Problem description >> Repeat the entries that appear below, exactly as they are given.

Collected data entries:
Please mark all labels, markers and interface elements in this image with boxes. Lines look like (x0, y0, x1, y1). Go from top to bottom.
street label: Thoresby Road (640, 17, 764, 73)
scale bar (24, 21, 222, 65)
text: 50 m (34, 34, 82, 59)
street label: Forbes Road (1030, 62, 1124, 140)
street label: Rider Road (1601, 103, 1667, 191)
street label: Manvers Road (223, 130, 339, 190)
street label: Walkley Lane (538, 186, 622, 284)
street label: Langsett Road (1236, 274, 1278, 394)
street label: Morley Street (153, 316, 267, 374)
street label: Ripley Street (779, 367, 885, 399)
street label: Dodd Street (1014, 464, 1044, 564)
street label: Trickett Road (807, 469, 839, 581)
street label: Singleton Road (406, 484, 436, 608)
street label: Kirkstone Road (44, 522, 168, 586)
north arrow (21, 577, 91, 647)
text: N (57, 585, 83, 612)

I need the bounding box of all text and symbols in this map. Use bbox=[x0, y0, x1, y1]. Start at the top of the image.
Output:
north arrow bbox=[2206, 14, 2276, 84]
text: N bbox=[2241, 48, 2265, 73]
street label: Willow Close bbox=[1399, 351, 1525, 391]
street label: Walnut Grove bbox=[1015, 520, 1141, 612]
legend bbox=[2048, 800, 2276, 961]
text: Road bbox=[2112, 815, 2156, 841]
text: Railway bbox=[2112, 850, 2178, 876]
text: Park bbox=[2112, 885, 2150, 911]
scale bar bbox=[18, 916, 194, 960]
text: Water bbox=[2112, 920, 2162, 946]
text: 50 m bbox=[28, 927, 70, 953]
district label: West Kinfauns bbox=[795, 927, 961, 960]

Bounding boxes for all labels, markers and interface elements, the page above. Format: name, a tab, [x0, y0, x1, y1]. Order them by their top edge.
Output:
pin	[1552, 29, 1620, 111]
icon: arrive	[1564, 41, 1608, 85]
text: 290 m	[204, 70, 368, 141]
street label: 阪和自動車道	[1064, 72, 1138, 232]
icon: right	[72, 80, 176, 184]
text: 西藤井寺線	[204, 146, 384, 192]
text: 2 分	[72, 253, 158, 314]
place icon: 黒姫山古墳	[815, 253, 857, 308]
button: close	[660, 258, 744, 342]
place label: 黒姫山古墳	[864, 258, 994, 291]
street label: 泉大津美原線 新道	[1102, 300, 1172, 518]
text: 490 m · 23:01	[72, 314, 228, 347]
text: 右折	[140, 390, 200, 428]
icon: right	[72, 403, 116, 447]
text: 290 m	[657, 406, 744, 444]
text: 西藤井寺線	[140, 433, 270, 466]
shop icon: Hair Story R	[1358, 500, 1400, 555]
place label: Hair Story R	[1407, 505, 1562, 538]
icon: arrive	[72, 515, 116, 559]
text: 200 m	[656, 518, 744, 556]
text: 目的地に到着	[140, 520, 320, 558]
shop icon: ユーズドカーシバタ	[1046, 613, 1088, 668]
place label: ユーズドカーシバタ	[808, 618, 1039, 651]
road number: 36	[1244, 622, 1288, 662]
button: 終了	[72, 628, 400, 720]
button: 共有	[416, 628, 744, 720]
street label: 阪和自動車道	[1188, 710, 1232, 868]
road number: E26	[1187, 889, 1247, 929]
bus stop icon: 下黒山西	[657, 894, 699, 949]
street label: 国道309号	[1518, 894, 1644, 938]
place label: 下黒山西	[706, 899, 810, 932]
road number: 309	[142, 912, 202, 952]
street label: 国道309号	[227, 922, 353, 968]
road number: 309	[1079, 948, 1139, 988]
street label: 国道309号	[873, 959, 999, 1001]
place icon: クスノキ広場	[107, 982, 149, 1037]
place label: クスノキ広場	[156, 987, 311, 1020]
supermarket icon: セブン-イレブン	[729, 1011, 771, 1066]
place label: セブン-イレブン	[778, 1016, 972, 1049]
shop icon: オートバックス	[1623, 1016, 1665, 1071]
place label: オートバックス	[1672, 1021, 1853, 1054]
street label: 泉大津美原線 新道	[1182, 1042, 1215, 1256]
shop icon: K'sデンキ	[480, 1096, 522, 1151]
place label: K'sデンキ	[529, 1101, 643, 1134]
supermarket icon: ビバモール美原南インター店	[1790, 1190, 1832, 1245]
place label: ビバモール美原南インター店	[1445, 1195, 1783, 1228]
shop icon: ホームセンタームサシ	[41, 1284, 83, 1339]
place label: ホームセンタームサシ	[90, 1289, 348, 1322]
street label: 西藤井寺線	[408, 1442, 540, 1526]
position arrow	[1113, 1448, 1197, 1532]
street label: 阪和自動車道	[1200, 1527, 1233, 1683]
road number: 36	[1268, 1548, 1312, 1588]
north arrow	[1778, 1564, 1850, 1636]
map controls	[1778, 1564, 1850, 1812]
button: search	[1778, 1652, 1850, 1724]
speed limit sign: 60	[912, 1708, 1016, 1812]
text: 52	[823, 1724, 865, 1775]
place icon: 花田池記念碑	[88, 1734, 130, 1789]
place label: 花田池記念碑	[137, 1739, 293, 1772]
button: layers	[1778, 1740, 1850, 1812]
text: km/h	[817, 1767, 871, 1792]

Result >>
Please mark all labels, markers and interface elements in this image with boxes. Lines look like (x0, y0, x1, y1). Go from top to bottom.
street label: Thoresby Road (640, 17, 764, 73)
scale bar (24, 21, 222, 65)
text: 50 m (34, 34, 82, 59)
street label: Forbes Road (1030, 62, 1124, 140)
street label: Rider Road (1601, 103, 1667, 191)
street label: Manvers Road (223, 130, 339, 190)
street label: Walkley Lane (538, 186, 622, 284)
street label: Langsett Road (1236, 274, 1278, 394)
street label: Morley Street (153, 316, 267, 374)
street label: Ripley Street (779, 367, 885, 399)
street label: Dodd Street (1014, 464, 1044, 564)
street label: Trickett Road (807, 469, 839, 581)
street label: Singleton Road (406, 484, 436, 608)
street label: Kirkstone Road (44, 522, 168, 586)
north arrow (21, 577, 91, 647)
text: N (57, 585, 83, 612)

I need the bounding box of all text and symbols in this map. Use bbox=[x0, y0, x1, y1]. Start at the top of the image.
Output:
north arrow bbox=[2206, 14, 2276, 84]
text: N bbox=[2241, 48, 2265, 73]
street label: Willow Close bbox=[1399, 351, 1525, 391]
street label: Walnut Grove bbox=[1015, 520, 1141, 612]
legend bbox=[2048, 800, 2276, 961]
text: Road bbox=[2112, 815, 2156, 841]
text: Railway bbox=[2112, 850, 2178, 876]
text: Park bbox=[2112, 885, 2150, 911]
scale bar bbox=[18, 916, 194, 960]
text: Water bbox=[2112, 920, 2162, 946]
text: 50 m bbox=[28, 927, 70, 953]
district label: West Kinfauns bbox=[795, 927, 961, 960]

Bounding boxes for all labels, markers and interface elements, the page above. Format: name, a tab, [x0, y0, x1, y1]. Order them by their top edge.
Output:
pin	[1552, 29, 1620, 111]
icon: arrive	[1564, 41, 1608, 85]
text: 290 m	[204, 70, 368, 141]
street label: 阪和自動車道	[1064, 72, 1138, 232]
icon: right	[72, 80, 176, 184]
text: 西藤井寺線	[204, 146, 384, 192]
text: 2 分	[72, 253, 158, 314]
place icon: 黒姫山古墳	[815, 253, 857, 308]
button: close	[660, 258, 744, 342]
place label: 黒姫山古墳	[864, 258, 994, 291]
street label: 泉大津美原線 新道	[1102, 300, 1172, 518]
text: 490 m · 23:01	[72, 314, 228, 347]
text: 右折	[140, 390, 200, 428]
icon: right	[72, 403, 116, 447]
text: 290 m	[657, 406, 744, 444]
text: 西藤井寺線	[140, 433, 270, 466]
shop icon: Hair Story R	[1358, 500, 1400, 555]
place label: Hair Story R	[1407, 505, 1562, 538]
icon: arrive	[72, 515, 116, 559]
text: 200 m	[656, 518, 744, 556]
text: 目的地に到着	[140, 520, 320, 558]
shop icon: ユーズドカーシバタ	[1046, 613, 1088, 668]
place label: ユーズドカーシバタ	[808, 618, 1039, 651]
road number: 36	[1244, 622, 1288, 662]
button: 終了	[72, 628, 400, 720]
button: 共有	[416, 628, 744, 720]
street label: 阪和自動車道	[1188, 710, 1232, 868]
road number: E26	[1187, 889, 1247, 929]
bus stop icon: 下黒山西	[657, 894, 699, 949]
street label: 国道309号	[1518, 894, 1644, 938]
place label: 下黒山西	[706, 899, 810, 932]
road number: 309	[142, 912, 202, 952]
street label: 国道309号	[227, 922, 353, 968]
road number: 309	[1079, 948, 1139, 988]
street label: 国道309号	[873, 959, 999, 1001]
place icon: クスノキ広場	[107, 982, 149, 1037]
place label: クスノキ広場	[156, 987, 311, 1020]
supermarket icon: セブン-イレブン	[729, 1011, 771, 1066]
place label: セブン-イレブン	[778, 1016, 972, 1049]
shop icon: オートバックス	[1623, 1016, 1665, 1071]
place label: オートバックス	[1672, 1021, 1853, 1054]
street label: 泉大津美原線 新道	[1182, 1042, 1215, 1256]
shop icon: K'sデンキ	[480, 1096, 522, 1151]
place label: K'sデンキ	[529, 1101, 643, 1134]
supermarket icon: ビバモール美原南インター店	[1790, 1190, 1832, 1245]
place label: ビバモール美原南インター店	[1445, 1195, 1783, 1228]
shop icon: ホームセンタームサシ	[41, 1284, 83, 1339]
place label: ホームセンタームサシ	[90, 1289, 348, 1322]
street label: 西藤井寺線	[408, 1442, 540, 1526]
position arrow	[1113, 1448, 1197, 1532]
street label: 阪和自動車道	[1200, 1527, 1233, 1683]
road number: 36	[1268, 1548, 1312, 1588]
north arrow	[1778, 1564, 1850, 1636]
map controls	[1778, 1564, 1850, 1812]
button: search	[1778, 1652, 1850, 1724]
speed limit sign: 60	[912, 1708, 1016, 1812]
text: 52	[823, 1724, 865, 1775]
place icon: 花田池記念碑	[88, 1734, 130, 1789]
place label: 花田池記念碑	[137, 1739, 293, 1772]
button: layers	[1778, 1740, 1850, 1812]
text: km/h	[817, 1767, 871, 1792]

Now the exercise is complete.